**PROBLEM REQUIREMENTS**
Write out, word for word, each line from the start of the entries through the one holding "filter:drop-shadow(0 0 2px"; omit the pictures.

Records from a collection

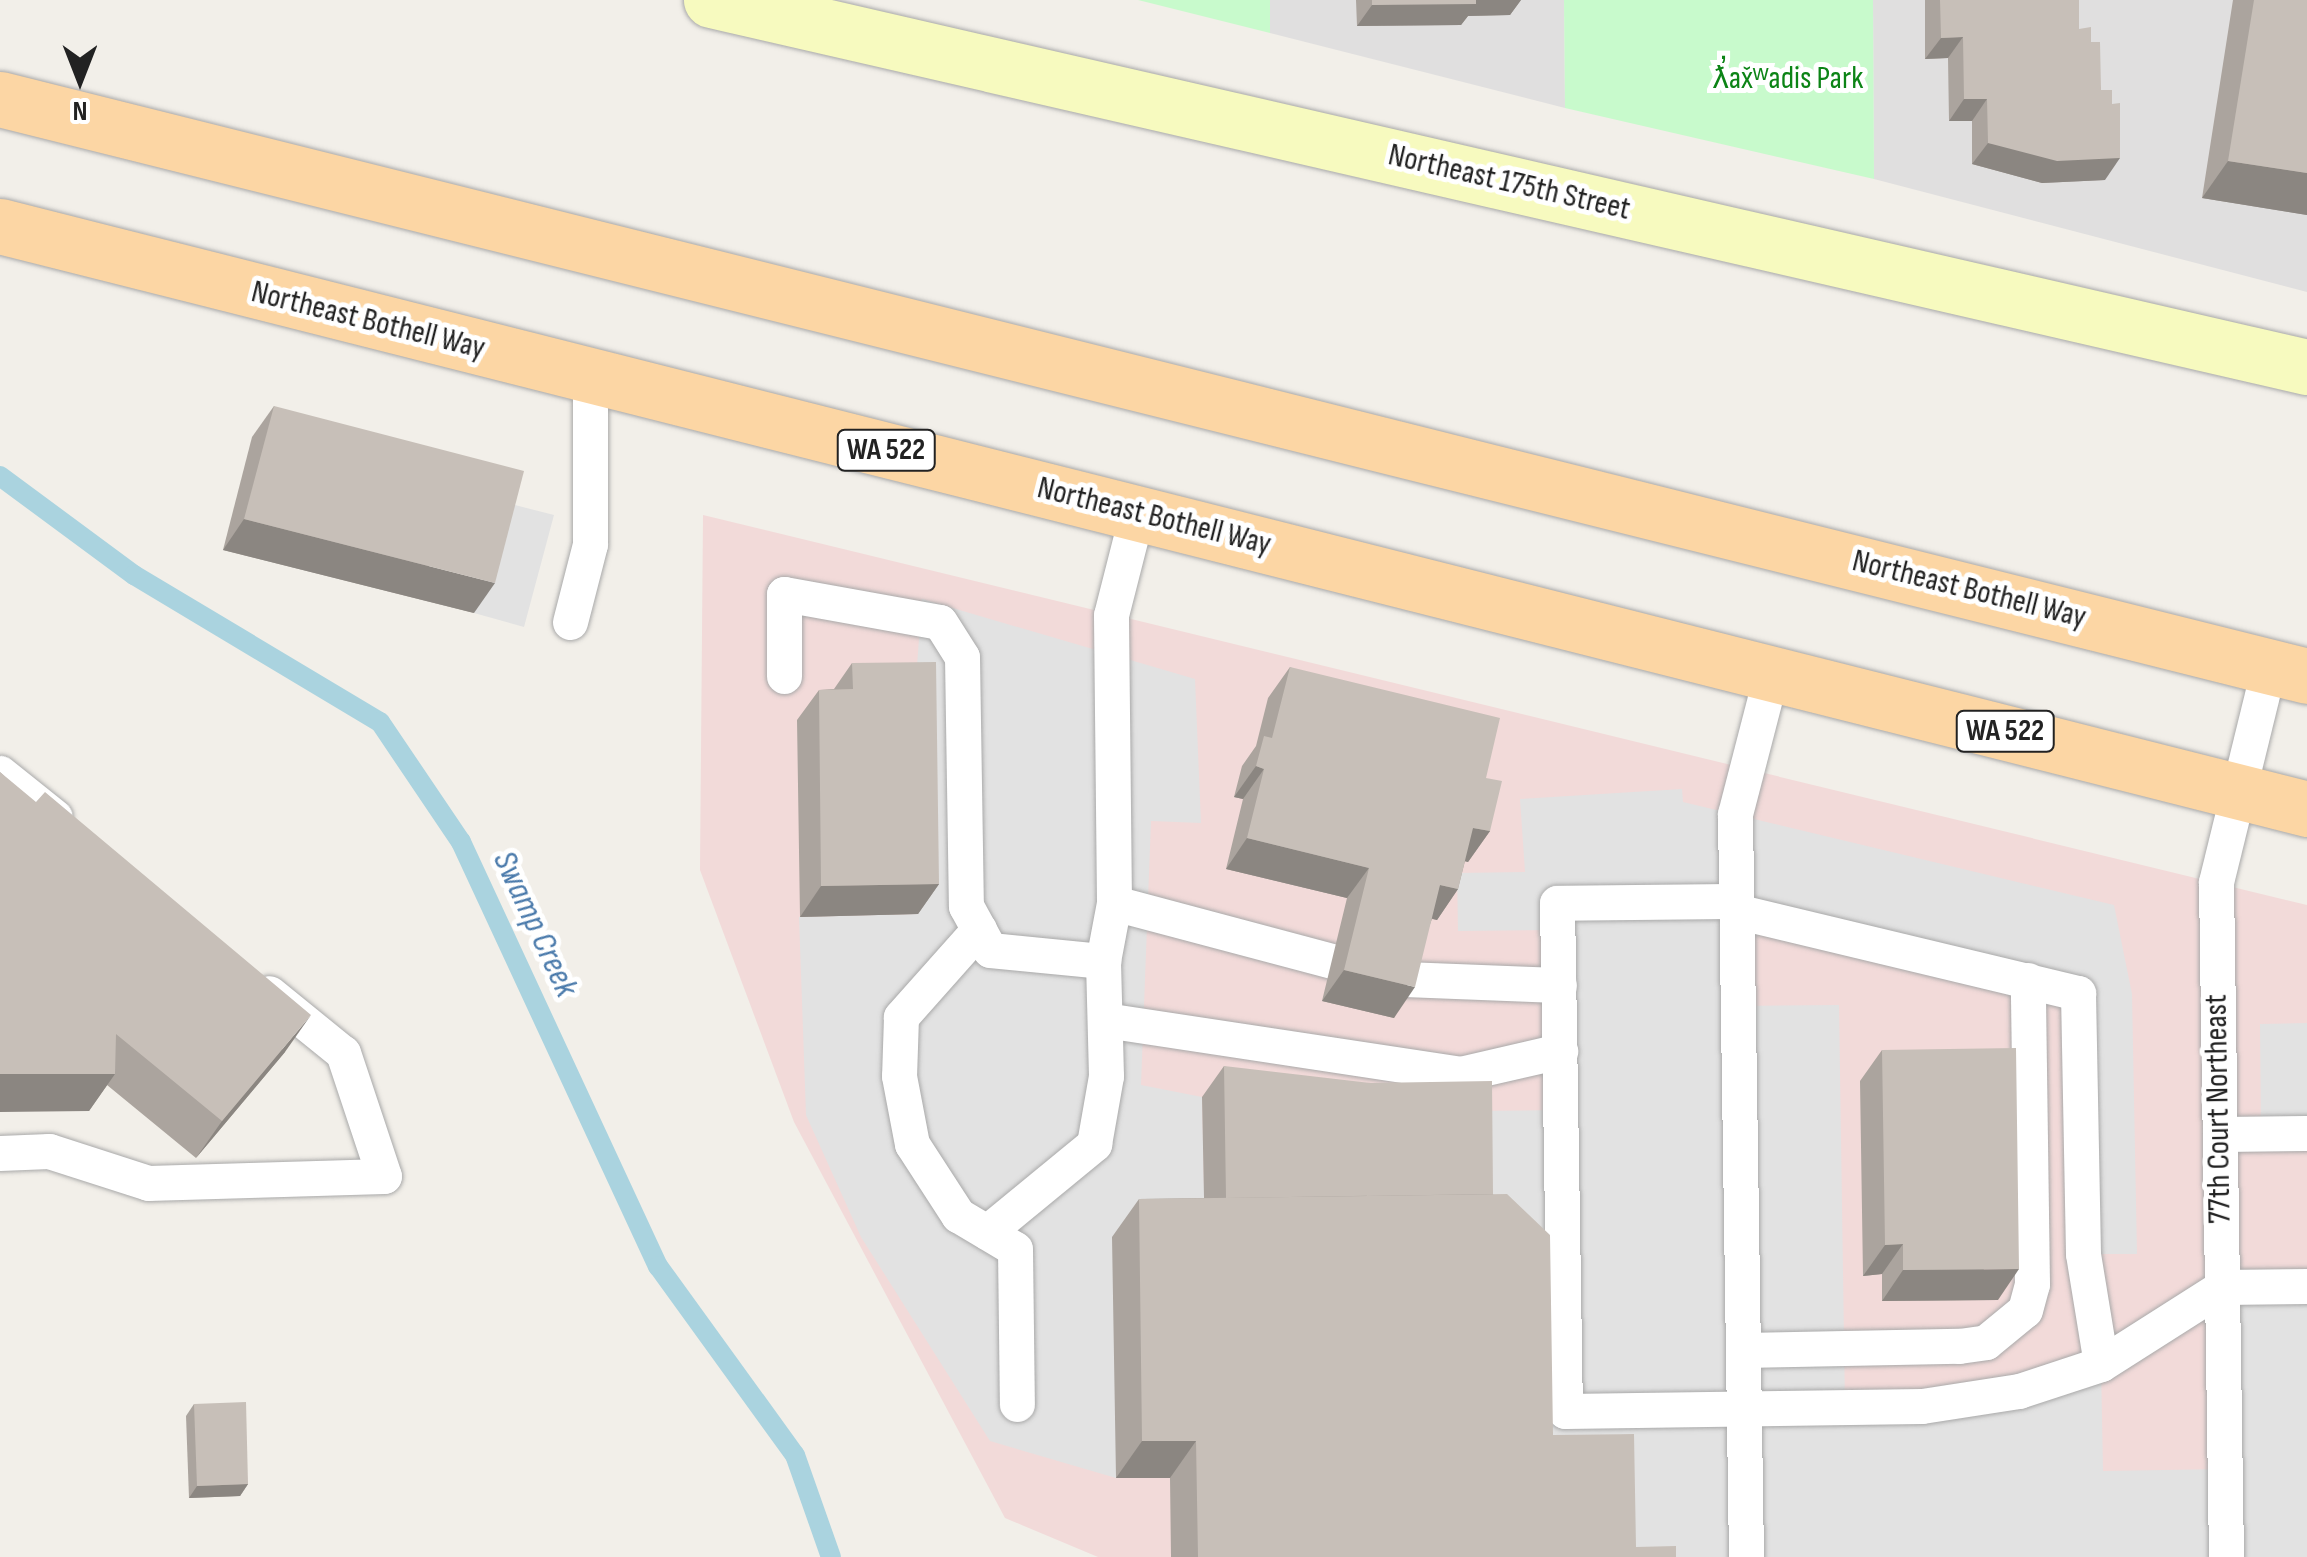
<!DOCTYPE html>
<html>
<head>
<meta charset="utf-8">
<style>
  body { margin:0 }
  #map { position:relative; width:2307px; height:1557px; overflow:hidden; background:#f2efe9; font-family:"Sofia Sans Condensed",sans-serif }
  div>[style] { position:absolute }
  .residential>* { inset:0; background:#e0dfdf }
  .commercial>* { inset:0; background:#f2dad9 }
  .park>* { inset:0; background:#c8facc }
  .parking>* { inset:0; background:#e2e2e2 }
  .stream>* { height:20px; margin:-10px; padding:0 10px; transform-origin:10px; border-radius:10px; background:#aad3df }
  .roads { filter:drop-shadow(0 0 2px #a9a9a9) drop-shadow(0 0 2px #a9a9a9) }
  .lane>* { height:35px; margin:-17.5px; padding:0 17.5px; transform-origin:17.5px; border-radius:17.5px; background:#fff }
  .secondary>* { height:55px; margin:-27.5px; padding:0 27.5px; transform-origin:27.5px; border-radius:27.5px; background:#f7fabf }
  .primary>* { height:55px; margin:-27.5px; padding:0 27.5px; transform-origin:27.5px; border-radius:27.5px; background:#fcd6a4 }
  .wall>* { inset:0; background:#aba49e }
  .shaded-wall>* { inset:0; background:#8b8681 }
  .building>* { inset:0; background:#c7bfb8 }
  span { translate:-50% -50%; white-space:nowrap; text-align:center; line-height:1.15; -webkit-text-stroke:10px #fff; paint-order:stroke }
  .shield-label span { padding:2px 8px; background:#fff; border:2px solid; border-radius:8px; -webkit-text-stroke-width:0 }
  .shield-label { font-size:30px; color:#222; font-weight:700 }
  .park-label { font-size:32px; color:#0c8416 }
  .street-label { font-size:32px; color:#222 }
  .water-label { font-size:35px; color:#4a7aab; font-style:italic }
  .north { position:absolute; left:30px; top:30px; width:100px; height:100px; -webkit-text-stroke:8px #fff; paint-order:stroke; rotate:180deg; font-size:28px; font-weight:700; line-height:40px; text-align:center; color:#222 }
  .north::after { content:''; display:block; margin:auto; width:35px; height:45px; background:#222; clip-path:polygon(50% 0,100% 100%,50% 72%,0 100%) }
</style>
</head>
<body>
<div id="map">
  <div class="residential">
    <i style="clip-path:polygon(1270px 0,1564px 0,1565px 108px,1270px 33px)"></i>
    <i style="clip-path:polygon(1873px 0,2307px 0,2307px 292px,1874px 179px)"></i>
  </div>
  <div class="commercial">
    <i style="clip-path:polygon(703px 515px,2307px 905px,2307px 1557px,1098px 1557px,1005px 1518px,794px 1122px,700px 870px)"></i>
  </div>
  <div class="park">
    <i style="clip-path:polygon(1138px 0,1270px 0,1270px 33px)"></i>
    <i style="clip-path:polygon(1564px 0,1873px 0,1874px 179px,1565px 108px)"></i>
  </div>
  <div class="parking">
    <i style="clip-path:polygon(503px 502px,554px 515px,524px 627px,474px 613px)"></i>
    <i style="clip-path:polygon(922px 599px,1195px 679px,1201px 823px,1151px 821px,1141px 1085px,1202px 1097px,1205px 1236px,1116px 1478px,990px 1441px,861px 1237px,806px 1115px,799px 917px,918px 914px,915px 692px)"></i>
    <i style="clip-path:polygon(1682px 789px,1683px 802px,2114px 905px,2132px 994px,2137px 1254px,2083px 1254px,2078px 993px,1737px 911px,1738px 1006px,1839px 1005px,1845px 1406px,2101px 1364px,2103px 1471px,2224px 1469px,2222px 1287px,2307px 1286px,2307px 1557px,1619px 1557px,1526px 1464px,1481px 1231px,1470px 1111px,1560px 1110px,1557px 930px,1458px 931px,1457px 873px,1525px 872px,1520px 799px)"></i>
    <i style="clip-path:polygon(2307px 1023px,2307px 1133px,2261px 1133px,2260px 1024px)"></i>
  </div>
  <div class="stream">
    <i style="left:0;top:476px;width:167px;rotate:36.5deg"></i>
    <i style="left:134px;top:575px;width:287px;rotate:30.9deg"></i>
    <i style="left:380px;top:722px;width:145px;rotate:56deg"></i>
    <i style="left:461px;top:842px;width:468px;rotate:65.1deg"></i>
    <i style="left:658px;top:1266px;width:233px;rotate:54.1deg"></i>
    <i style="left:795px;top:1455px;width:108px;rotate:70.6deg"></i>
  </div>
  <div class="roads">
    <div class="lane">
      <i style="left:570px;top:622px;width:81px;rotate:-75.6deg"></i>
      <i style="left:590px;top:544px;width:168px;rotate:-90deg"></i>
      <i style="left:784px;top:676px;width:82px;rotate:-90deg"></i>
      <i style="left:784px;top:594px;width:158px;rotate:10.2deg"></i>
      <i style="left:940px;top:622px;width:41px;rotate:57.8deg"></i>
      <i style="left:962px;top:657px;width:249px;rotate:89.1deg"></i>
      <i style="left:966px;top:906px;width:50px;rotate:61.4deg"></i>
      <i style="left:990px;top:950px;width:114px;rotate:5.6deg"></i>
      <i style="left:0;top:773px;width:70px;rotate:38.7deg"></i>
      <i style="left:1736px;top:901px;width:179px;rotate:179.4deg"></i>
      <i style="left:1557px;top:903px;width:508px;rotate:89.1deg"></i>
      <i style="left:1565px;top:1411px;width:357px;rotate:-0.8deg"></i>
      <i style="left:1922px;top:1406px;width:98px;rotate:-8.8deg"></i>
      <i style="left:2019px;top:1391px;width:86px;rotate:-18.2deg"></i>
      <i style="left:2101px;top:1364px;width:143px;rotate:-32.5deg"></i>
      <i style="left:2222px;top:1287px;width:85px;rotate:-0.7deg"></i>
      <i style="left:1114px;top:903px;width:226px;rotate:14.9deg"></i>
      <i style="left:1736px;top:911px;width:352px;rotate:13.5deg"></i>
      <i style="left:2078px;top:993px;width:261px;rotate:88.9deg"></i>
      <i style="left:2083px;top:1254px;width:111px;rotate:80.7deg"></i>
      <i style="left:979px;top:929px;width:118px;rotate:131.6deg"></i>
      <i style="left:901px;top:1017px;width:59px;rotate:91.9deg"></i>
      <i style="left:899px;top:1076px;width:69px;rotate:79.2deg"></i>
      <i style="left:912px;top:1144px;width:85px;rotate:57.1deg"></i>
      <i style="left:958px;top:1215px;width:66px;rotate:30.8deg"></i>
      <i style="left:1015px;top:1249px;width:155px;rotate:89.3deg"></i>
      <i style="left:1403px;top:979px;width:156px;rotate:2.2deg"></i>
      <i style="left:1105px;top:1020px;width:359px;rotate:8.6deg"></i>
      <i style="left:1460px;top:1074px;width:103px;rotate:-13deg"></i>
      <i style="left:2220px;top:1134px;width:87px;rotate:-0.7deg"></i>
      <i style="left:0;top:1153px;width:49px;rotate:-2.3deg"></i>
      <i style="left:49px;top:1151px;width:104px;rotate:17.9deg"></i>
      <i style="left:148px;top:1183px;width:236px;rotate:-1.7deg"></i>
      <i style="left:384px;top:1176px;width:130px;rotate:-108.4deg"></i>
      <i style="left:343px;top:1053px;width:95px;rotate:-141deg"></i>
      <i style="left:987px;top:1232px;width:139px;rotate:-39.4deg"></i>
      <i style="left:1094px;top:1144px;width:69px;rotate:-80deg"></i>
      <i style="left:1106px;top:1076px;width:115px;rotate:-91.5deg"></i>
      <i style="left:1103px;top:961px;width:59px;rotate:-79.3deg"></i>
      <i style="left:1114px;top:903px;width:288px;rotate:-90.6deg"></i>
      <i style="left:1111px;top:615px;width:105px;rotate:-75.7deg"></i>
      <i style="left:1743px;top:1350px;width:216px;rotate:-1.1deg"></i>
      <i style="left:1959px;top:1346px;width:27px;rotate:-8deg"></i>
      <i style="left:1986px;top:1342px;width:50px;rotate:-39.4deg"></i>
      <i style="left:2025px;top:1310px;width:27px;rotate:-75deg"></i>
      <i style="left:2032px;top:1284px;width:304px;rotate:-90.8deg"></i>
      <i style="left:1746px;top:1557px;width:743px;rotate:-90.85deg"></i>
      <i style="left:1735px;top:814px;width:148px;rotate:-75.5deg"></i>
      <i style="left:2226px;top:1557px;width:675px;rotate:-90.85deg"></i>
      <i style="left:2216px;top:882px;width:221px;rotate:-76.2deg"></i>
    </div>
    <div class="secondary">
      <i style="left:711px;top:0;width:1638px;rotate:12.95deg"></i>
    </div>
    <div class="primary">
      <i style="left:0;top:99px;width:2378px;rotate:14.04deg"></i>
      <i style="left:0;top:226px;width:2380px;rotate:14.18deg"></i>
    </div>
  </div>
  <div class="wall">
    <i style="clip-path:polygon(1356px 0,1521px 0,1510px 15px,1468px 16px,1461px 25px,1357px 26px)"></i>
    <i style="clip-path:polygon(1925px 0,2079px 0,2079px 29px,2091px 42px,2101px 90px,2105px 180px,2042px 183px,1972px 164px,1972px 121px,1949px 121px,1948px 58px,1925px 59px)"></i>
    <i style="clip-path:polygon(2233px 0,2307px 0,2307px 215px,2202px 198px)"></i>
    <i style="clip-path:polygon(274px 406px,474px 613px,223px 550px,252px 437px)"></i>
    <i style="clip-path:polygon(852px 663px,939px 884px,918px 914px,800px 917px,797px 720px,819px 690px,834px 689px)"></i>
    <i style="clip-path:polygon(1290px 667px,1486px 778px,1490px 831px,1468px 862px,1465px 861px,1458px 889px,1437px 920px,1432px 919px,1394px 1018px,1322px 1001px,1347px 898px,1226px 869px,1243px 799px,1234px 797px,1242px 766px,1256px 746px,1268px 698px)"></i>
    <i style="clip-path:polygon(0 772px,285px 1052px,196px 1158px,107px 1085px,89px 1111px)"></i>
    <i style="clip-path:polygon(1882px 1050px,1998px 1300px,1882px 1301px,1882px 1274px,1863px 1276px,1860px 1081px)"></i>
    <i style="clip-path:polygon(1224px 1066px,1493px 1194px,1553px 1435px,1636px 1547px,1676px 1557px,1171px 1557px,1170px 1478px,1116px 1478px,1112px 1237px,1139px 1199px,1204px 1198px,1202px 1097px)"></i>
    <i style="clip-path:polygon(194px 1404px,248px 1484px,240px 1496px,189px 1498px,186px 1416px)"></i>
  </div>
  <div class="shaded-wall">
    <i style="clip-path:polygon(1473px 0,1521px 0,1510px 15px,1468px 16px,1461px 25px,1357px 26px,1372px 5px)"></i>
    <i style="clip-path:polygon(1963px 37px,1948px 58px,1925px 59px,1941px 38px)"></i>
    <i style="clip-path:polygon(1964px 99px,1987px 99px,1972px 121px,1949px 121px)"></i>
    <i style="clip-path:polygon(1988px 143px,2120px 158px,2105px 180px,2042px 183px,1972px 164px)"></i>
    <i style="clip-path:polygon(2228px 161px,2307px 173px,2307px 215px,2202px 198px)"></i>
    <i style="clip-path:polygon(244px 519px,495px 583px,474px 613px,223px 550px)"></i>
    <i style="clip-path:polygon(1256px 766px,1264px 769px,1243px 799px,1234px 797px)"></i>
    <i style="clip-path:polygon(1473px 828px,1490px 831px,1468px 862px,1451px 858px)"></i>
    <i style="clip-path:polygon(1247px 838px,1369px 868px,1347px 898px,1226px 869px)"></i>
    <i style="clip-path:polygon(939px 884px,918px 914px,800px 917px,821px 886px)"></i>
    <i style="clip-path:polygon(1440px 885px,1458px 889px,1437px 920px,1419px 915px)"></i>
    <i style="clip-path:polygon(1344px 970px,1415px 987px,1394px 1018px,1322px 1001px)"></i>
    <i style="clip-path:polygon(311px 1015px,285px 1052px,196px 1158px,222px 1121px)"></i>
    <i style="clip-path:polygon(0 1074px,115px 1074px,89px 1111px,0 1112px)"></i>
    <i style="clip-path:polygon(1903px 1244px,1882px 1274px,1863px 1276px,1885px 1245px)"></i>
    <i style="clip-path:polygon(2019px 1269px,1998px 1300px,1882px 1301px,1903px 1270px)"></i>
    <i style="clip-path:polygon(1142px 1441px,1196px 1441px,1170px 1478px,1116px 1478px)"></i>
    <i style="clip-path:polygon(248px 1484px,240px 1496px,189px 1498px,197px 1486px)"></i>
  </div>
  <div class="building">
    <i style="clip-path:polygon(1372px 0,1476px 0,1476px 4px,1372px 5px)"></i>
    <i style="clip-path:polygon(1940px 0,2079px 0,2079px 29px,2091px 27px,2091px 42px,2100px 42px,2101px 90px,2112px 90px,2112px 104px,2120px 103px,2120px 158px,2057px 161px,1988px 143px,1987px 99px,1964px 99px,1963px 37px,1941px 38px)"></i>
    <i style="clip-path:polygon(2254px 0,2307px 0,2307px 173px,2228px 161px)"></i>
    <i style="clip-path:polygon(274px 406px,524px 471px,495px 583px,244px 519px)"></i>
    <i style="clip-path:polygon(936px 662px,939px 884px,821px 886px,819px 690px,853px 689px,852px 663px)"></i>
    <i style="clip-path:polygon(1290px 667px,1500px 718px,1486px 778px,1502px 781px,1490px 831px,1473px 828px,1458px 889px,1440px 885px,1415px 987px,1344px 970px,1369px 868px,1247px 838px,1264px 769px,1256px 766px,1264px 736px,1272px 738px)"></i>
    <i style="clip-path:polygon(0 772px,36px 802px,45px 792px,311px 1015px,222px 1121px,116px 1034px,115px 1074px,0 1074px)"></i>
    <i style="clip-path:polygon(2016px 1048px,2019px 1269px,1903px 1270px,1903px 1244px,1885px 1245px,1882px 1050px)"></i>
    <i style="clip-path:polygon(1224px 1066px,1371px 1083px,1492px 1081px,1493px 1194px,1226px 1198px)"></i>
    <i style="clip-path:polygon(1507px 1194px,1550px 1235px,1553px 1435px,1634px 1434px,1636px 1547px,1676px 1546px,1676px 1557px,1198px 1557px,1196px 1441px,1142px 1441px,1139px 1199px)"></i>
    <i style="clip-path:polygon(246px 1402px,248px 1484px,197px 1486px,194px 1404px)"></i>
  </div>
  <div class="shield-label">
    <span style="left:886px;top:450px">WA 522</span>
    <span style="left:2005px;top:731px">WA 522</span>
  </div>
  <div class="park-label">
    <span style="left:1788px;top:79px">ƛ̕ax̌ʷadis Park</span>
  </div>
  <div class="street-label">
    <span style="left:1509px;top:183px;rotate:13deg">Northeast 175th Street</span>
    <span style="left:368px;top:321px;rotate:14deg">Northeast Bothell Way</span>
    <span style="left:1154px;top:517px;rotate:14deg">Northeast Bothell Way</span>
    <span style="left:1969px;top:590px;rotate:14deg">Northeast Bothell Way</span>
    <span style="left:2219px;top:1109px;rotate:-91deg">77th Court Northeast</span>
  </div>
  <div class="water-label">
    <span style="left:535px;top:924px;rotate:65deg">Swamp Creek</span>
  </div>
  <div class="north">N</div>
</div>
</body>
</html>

**EXERCISE OUTPUT**
<!DOCTYPE html>
<html>
<head>
<meta charset="utf-8">
<style>
  body { margin:0 }
  #map { position:relative; width:2307px; height:1557px; overflow:hidden; background:#f2efe9; font-family:"Sofia Sans Condensed",sans-serif }
  div>[style] { position:absolute }
  .residential>* { inset:0; background:#e0dfdf }
  .commercial>* { inset:0; background:#f2dad9 }
  .park>* { inset:0; background:#c8facc }
  .parking>* { inset:0; background:#e2e2e2 }
  .stream>* { height:20px; margin:-10px; padding:0 10px; transform-origin:10px; border-radius:10px; background:#aad3df }
  .roads { filter:drop-shadow(0 0 2px #a9a9a9) drop-shadow(0 0 2px #a9a9a9) }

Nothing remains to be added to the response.